PayPal executives are also likely to discuss key growth strategies, both domestically and internationally. “The super app idea is certainly compelling,” Cantwell said.

The company may demonstrate new versions of PayPal and Venmo wallets that are rolling out in the second quarter, according to MoffettNathanson analyst Lisa Ellis.

Executives may also explain how they view the relationship between user growth, engagement growth and average revenue per user, or ARPU, growth, she said, also in an email. “PayPal may even give directional targets for how they expect to [grow] each of these metrics over time,‘’ she said.

Both Ellis and Keefe, Bruyette & Woods analyst Sanjay Sakhrani see PayPal raising its medium-term targets. Ellis expects a revenue growth forecast in the high-teens to around 20 per cent, with earnings-per-share growth of about 22-per-cent-to-25-per-cent.

Sakhrani expects higher targets as growth is set to pick up, with a structural shift toward greater e-commerce adoption, along with growth-boosting initiatives including crypto, Venmo and buy-now-pay-later installment plans.

“Although investor expectations are high into the event, we believe that the company’s ability to compound earnings growth at 20 per cent+ levels could still yield attractive returns and the growing user base and product roadmap could set them up for further upside,” Sakhrani said.

He also expects comments on PayPal’s strategy for continuing to build on rapid growth in net new active accounts and more engagement among broader cohorts of users.
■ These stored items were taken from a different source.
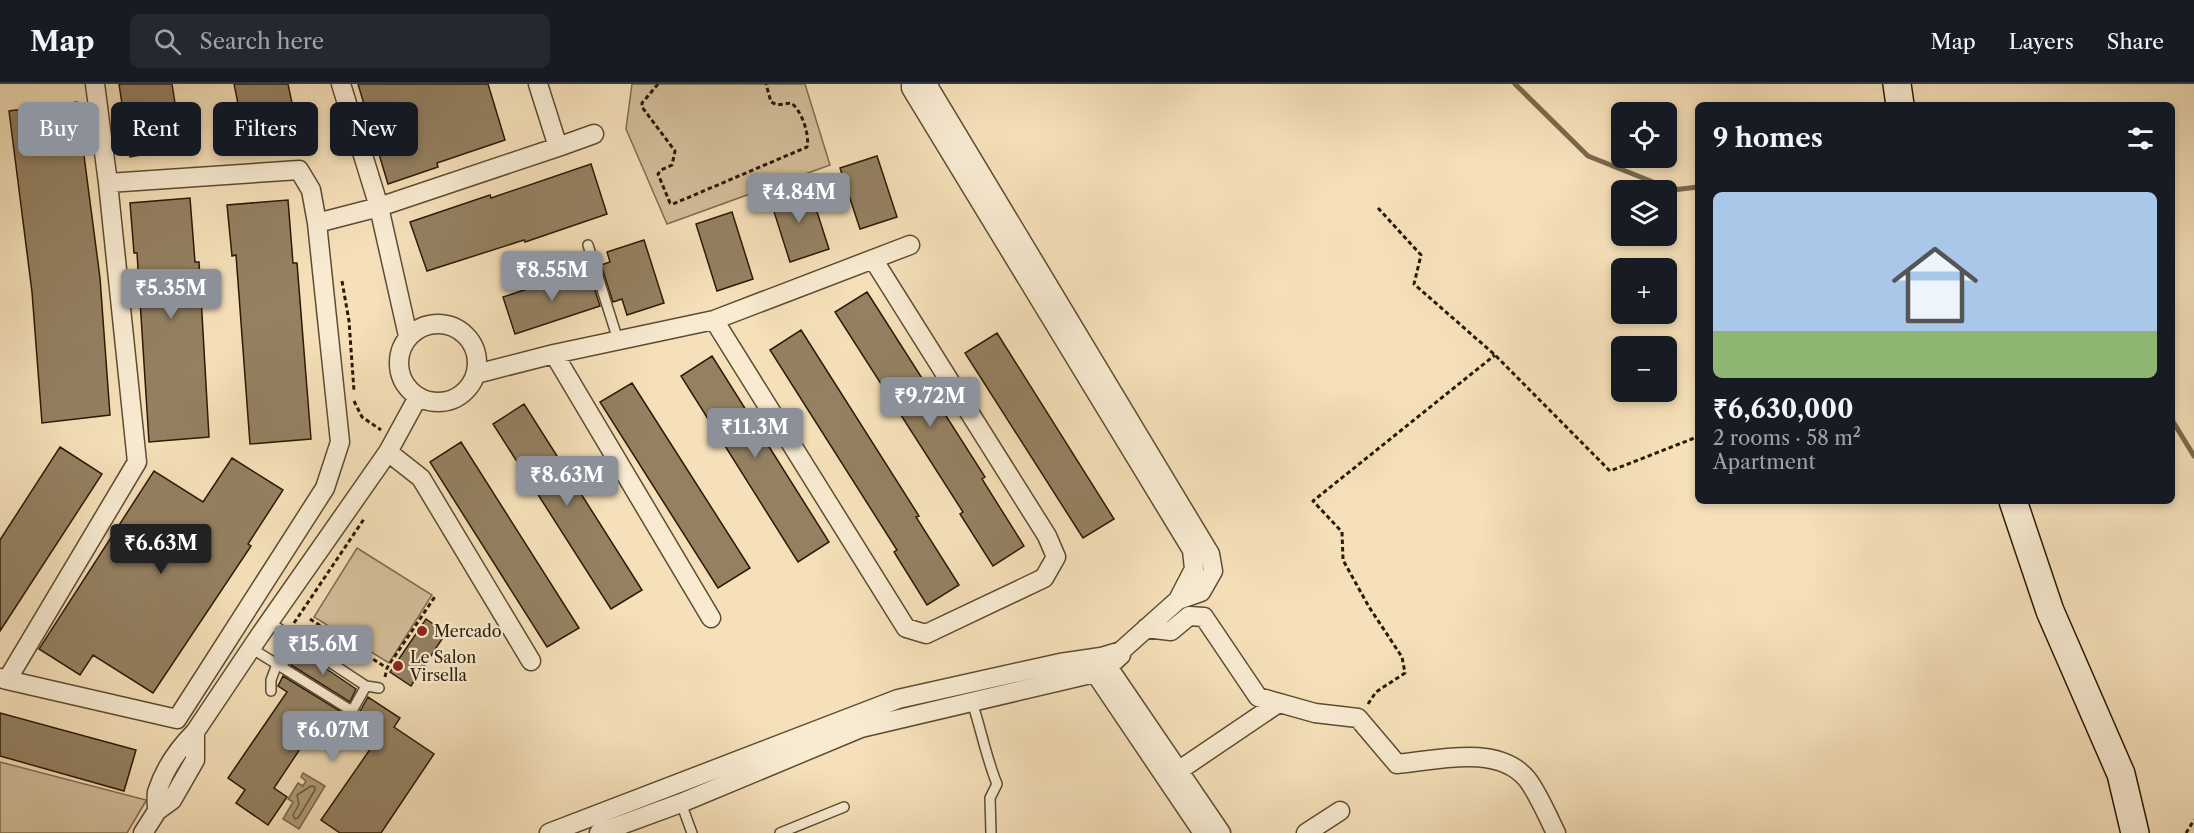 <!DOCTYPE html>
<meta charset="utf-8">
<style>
body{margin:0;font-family:"Libre Caslon Text",serif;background:#242831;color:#f1f3f6;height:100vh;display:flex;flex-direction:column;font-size:22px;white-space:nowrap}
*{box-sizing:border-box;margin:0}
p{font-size:20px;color:#9ea1a6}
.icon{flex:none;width:33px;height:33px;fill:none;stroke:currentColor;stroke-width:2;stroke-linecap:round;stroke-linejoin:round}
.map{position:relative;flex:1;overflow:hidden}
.panel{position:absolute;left:1695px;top:18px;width:480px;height:402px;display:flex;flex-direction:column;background:#171b24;border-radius:9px;box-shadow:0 3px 9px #0003}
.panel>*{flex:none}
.top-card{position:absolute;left:18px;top:18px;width:570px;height:54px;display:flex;gap:12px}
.tools{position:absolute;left:1611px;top:18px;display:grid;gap:12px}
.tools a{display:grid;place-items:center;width:66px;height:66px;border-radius:9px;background:#171b24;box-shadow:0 3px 9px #0003;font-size:30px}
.price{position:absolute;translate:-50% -51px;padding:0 14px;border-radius:6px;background:#8c9099;color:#fff;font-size:20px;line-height:39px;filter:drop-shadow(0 2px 3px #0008)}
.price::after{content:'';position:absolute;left:50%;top:36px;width:18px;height:14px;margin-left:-9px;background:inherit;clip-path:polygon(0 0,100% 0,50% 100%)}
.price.selected{background:#222;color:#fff}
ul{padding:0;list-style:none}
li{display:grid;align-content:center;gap:12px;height:318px;padding:0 18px}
li span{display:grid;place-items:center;height:186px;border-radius:9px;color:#555}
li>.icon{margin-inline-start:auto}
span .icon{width:108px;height:108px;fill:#fffc;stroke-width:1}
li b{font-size:26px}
h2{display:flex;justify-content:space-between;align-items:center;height:72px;padding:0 18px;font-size:26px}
.pill{padding:0 21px;border-radius:9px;background:#171b24;box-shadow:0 3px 9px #0003;font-size:21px;line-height:54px}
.pill.selected{background:#8c9099;color:#fff}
header{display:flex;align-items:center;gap:36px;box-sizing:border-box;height:84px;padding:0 30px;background:#171b24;border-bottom:2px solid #363941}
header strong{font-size:28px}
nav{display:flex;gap:33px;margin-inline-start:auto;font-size:21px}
.search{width:420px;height:54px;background:#242831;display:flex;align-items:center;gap:15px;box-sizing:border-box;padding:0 21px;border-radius:9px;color:#9ea1a6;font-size:22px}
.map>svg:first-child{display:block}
.green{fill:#d3be9a;stroke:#7f6c4f;stroke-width:1.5}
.water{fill:#b09d7b;stroke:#7b694b;stroke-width:1.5}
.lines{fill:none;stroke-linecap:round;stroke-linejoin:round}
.shore{stroke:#6e5c40;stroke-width:1.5}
.stream{stroke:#7b694b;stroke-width:5}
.building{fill:#948162;stroke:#2b1a04;stroke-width:1.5}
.lane-casing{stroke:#5e4c31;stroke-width:12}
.street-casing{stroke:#5e4c31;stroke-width:21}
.secondary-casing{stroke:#2b1a04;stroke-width:30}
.path{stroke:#2b1a04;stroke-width:3;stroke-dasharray:4.5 3;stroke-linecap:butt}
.lane{stroke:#f8ebd2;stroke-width:9}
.street{stroke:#f8ebd2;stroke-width:18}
.secondary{stroke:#f8ebd2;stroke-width:27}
.poi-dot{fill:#8f2418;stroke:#f8ebd2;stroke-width:2}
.labels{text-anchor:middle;stroke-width:4.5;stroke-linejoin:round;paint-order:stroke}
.poi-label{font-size:16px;fill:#2b1a04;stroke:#f8ebd2;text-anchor:start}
</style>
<header>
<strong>Map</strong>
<div class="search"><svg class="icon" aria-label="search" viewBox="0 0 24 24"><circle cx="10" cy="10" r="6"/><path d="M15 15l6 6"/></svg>Search here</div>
<nav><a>Map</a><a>Layers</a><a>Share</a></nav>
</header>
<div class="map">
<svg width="2194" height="749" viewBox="0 0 2194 749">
<rect width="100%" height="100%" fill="#f5e0b9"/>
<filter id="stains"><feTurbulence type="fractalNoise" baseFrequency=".00333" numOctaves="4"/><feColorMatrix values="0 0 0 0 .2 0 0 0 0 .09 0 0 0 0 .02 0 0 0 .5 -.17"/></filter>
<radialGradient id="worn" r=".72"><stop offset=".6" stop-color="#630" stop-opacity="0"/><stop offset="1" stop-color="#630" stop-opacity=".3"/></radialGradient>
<path class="green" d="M632 0H805L830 81 667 140 626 45Z
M357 464 432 511 389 579 314 533Z
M0 678 146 716V717L127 749H0Z"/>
<path class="water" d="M303 689 325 702 299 745 283 735 293 718 288 715 298 699 303 702 306 697 301 693Z"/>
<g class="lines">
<path class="shore" d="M311 702 315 703V706L298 734 295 735 293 731 299 720 297 711Z"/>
<path class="stream" d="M1515 0 1588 72 1673 106 1698 103
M2172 336 2194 372"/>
</g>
<path class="building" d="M119 0H172L182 64 130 73Z
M234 0H288L297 43 245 54Z
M358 0H488L505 56 437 79 438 83 388 100Z
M77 18 100 194 110 331 42 339 32 208 9 27Z
M877 72 897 133 860 145 840 84Z
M591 80 607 130 525 158 524 156 427 187 410 138 490 111 491 114Z
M809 103 829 165 790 178 770 115Z
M190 114 195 178H199L209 353 149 358 137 169H134L130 119Z
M288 116 293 179H297L311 355 250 360 236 171 232 172 227 121Z
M732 128 753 195 717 207 696 140Z
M644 156 664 219 627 231 622 215 613 218 601 181 610 178 607 168Z
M588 185 600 222 515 250 503 213Z
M867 208 985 393 982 395 1024 462 993 482 960 430 963 428 835 228Z
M801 246 919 432 916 433 959 501 927 521 894 468 897 466 770 266Z
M997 249 1114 435 1083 454 965 269Z
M712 272 829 458 798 478 681 292Z
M632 299 750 484 718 504 600 318Z
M524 320 642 506 611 525 493 340Z
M461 358 579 544 547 563 430 378Z
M60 363 102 390 0 547V456Z
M232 374 283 406 248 460 251 462 153 609 93 571 80 591 39 565 154 387 203 418Z
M426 535 446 549 411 602 390 588Z
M300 567 356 605 350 618 291 581Z
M283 592 351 634 358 631 368 613 400 634 394 643 434 670 381 749H340L321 736 371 664 318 629 295 662 300 665 274 704 287 713 268 741 236 719 245 706 228 694 287 608 278 602Z
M0 629 136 666 124 707 0 672Z"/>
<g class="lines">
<defs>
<path id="lane" d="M588 161 618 256
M251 564 352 627 366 602 269 538
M281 583 298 556
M366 602 379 604
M271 607V596L277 580
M972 618C981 645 986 673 997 700L990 714 991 749
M681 719 692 749
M780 749 844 723"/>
<path id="street" d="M95 0 108 99
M341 0 379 123 408 252
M911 0V4L1192 466 1194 485 1178 516
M558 63 594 50
M317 139 379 123 558 63 538 0
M714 236 906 544 926 550 1044 494 1056 473 1047 452 873 175
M399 279a39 39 0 1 1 78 0a39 39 0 1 1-78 0Z
M554 270 711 534
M476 290 554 270 714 236 910 161
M388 368 421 394 531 577
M1146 544 1171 547 1189 532 1204 533 1258 613 1315 629 1358 634 1397 680C1438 676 1498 660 1527 695 1538 709 1548 733 1556 749
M1108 583 1221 749
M1095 589 1203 749
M0 594 7 596 177 635 325 404 340 358 317 139 311 106 299 86 108 99 137 378 7 596
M195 648 260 551 388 368 418 313
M195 648V676L172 716 157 727C157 721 156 714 157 708 164 686 179 664 195 648Z
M1178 687 1277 620
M143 749 157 727
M549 749 898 615 1060 579 1101 573 1121 567
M599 749 681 719 861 644 1095 589 1108 583 1121 571V567L1178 516 1201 508 1213 487 1210 470 927 0
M1306 749 1340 727"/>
<path id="secondary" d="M1897 0 1900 21
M2013 417 2050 527 2121 690 2135 749"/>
</defs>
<use href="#lane" class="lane-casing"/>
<use href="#street" class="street-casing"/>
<use href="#secondary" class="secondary-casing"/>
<path class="path" d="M658 0 642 19V23L675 67 672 81 661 86 658 90 670 119 673 120 807 63C810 51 801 25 791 19L777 21 771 18 766 0
M1378 124 1421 171 1414 200 1495 271 1610 387 1692 355 1698 351
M342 197 349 237 354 307
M354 317 362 333 381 346
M310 535 387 584
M294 539 364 435
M385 593 387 584 436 511
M1368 620 1376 608 1405 589 1402 573 1369 523 1343 476 1342 448 1313 417 1495 271
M2186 749 2194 736"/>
<use href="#lane" class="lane"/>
<use href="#street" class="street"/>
<use href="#secondary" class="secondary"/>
</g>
<g class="poi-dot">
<circle cx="422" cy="547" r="6"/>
<circle cx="398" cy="582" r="6"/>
</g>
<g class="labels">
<g class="poi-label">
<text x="434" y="553">Mercado</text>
<text x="410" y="579">Le Salon<tspan x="410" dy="18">Virsella</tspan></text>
</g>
</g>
<rect width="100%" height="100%" filter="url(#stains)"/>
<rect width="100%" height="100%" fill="url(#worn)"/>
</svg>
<div class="tools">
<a><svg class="icon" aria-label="locate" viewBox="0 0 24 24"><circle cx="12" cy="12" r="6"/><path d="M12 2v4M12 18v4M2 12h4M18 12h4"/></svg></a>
<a><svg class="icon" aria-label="layers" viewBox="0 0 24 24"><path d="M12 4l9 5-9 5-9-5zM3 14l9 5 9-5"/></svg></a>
<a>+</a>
<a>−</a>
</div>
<b class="price" style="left:799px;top:140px">₹4.84M</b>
<b class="price" style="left:552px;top:218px">₹8.55M</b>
<b class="price" style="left:171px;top:236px">₹5.35M</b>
<b class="price" style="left:930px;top:344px">₹9.72M</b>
<b class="price" style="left:755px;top:375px">₹11.3M</b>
<b class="price" style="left:567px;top:423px">₹8.63M</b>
<b class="price selected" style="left:161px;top:491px">₹6.63M</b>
<b class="price" style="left:323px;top:592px">₹15.6M</b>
<b class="price" style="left:333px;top:678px">₹6.07M</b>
<div class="top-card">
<a class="pill selected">Buy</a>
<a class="pill">Rent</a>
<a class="pill">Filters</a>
<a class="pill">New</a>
</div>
<section class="panel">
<h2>9 homes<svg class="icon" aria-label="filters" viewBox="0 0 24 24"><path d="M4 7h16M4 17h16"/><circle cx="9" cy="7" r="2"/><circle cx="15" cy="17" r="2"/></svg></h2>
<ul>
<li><span style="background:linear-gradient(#a9c7e8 75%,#8fb573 0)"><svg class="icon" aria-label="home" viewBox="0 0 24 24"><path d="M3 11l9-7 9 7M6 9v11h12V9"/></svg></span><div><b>₹6,630,000</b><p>2 rooms · 58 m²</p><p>Apartment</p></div></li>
</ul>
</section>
</div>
Moves into cryptocurrency trading and other areas, like credit cards, offer users more “touchpoints and utility,” Sakhrani noted.

It’s not clear that users will take advantage of PayPal allowing them to fund purchases with Bitcoin, particularly as merchants that accept the digital currency see few transactions, Morgan Stanley analysts James Faucette and Betsy Graseck wrote in a Wednesday note on digital currencies. Volatility and possible tax issues may be key deterrents, they said.

PayPal is providing crypto as part of a strategy of offering as many fintech services as possible to its 325 million active users, they said. That may not contribute much to profits this year or next, Faucette and Graseck said, calling it “more of an engagement tool.”